The condensed consolidated financial statements are presented in U.S. dollar equivalents. At March 31, 2007 and December 31, 2006, the Company’s credit swap activities were conducted in U.S. dollars and euros.

Certain prior year amounts have been reclassified to conform to current year presentation.

2.    Recent Accounting Pronouncements

In April 2006, the FASB issued FASB Staff Position FIN 46(R)-6, Determining the Variability to Be Considered in Applying FASB Interpretation No. 46(R) (‘‘FSP FIN 46(R)-6’’). FSP FIN 46(R)-6 addresses how variability should be considered when applying FIN 46(R). Variability affects the determination of whether an entity is a variable interest entity (VIE), which interests are variable interests, and which party, if any, is the primary beneficiary of the VIE required to consolidate. FSP FIN 46(R)-6 clarifies that the design of the entity also should be considered when identifying which interests are variable interests. The Company adopted FSP FIN 46(R)-6 during the third quarter of 2006 and applied it prospectively to all entities in which the Company first became involved with. The adoption of FSP FIN 46(R)-6 did not have a material effect on the Company’s consolidated financial statements.

In June 2006, the FASB issued Interpretation No. 48, Accounting for Uncertainty in Income Taxes-an interpretation of FASB Statement No. 109 (FIN 48). FIN 48 prescribes a recognition threshold and measurement attributes for the financial statement recognition and measurement of a tax position taken or expected to be taken in a tax return. FIN 48 also provides guidance on derecognition, classification, interest and penalties, accounting in interim periods, disclosure and transition. FIN 48 is effective for fiscal years beginning after December 15, 2006. Effective January 1, 2007, the Company adopted FIN 48. The adoption did not have a material effect on the Company’s consolidated financial statements. See note 10 for further discussion.

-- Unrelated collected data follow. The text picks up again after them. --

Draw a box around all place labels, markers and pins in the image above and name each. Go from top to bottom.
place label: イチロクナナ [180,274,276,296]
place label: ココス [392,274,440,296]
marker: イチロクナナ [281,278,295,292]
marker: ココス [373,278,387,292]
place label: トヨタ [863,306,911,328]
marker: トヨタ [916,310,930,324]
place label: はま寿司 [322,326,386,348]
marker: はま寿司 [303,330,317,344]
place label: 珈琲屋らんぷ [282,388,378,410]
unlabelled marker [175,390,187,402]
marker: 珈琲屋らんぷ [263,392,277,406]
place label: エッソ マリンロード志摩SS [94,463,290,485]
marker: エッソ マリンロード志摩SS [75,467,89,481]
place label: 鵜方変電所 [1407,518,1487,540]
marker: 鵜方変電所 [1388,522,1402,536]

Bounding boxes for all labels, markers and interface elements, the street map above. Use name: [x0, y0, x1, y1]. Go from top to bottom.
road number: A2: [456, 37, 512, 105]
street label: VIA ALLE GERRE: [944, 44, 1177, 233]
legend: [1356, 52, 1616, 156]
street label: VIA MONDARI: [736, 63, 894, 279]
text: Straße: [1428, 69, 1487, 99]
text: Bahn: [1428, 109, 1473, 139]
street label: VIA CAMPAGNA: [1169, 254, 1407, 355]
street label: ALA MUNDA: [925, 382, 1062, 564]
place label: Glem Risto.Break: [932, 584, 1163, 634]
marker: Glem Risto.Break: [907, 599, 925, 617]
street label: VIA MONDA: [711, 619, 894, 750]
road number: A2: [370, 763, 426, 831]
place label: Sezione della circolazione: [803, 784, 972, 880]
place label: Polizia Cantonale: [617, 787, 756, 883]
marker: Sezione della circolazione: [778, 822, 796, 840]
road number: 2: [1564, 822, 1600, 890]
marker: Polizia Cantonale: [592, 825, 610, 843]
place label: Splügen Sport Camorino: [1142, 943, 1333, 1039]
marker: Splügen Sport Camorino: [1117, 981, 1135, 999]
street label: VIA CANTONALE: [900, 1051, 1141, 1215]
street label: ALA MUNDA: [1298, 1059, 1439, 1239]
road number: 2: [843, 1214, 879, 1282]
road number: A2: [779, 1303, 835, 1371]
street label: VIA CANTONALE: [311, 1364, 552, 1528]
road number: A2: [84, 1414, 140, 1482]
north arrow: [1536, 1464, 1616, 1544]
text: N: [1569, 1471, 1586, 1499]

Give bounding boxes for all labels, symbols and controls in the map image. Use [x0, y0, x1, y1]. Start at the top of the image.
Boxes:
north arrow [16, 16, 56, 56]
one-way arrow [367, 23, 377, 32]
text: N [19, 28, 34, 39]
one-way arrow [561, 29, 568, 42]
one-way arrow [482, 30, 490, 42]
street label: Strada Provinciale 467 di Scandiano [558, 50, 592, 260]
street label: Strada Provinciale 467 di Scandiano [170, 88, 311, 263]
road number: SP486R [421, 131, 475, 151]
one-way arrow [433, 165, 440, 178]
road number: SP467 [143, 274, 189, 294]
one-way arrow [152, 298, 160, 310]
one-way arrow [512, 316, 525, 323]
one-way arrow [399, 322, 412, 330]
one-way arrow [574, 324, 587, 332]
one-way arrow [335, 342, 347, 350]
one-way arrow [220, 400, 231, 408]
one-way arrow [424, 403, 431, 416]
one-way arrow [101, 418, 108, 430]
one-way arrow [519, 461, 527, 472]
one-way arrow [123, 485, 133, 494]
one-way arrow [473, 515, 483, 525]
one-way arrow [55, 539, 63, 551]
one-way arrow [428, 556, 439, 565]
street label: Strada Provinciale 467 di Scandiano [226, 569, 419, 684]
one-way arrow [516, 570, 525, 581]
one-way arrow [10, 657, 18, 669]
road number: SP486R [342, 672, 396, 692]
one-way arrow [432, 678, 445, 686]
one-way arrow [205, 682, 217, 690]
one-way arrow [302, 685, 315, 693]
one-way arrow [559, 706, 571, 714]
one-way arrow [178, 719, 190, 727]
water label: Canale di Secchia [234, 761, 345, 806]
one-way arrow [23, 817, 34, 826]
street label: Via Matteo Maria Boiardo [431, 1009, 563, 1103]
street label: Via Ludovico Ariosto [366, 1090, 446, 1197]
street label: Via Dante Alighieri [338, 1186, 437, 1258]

In September 2006, the FASB issued SFAS No. 157, Fair Value Measurements (SFAS No. 157). SFAS No. 157 defines fair value, establishes a framework for measuring fair value in GAAP, and expands disclosures about fair value measurements. SFAS No. 157 is effective for fiscal years beginning after November 15, 2007. The Company is currently evaluating the impact that adoption of SFAS No. 157 will have on its consolidated financial statements.

In February 2007, the FASB issued SFAS No. 159, The Fair Value Option for Financial Assets and Liabilities (‘‘SFAS No. 159’’). SFAS No. 159 provides a fair value option election that allows companies to irrevocably elect fair value as the initial and subsequent measurement attribute for certain financial assets and liabilities, with changes in fair value recognized in earnings as they occur. SFAS No. 159 permits the fair value option election on an instrument by instrument basis at initial recognition of an asset or liability or upon an event that gives rise to a new basis of accounting for that instrument. SFAS No. 159 is effective as of the beginning of an entity’s first fiscal year that begins after November 15, 2007. The Company is currently evaluating the impact that adoption of SFAS No. 159 will have on its consolidated financial statements.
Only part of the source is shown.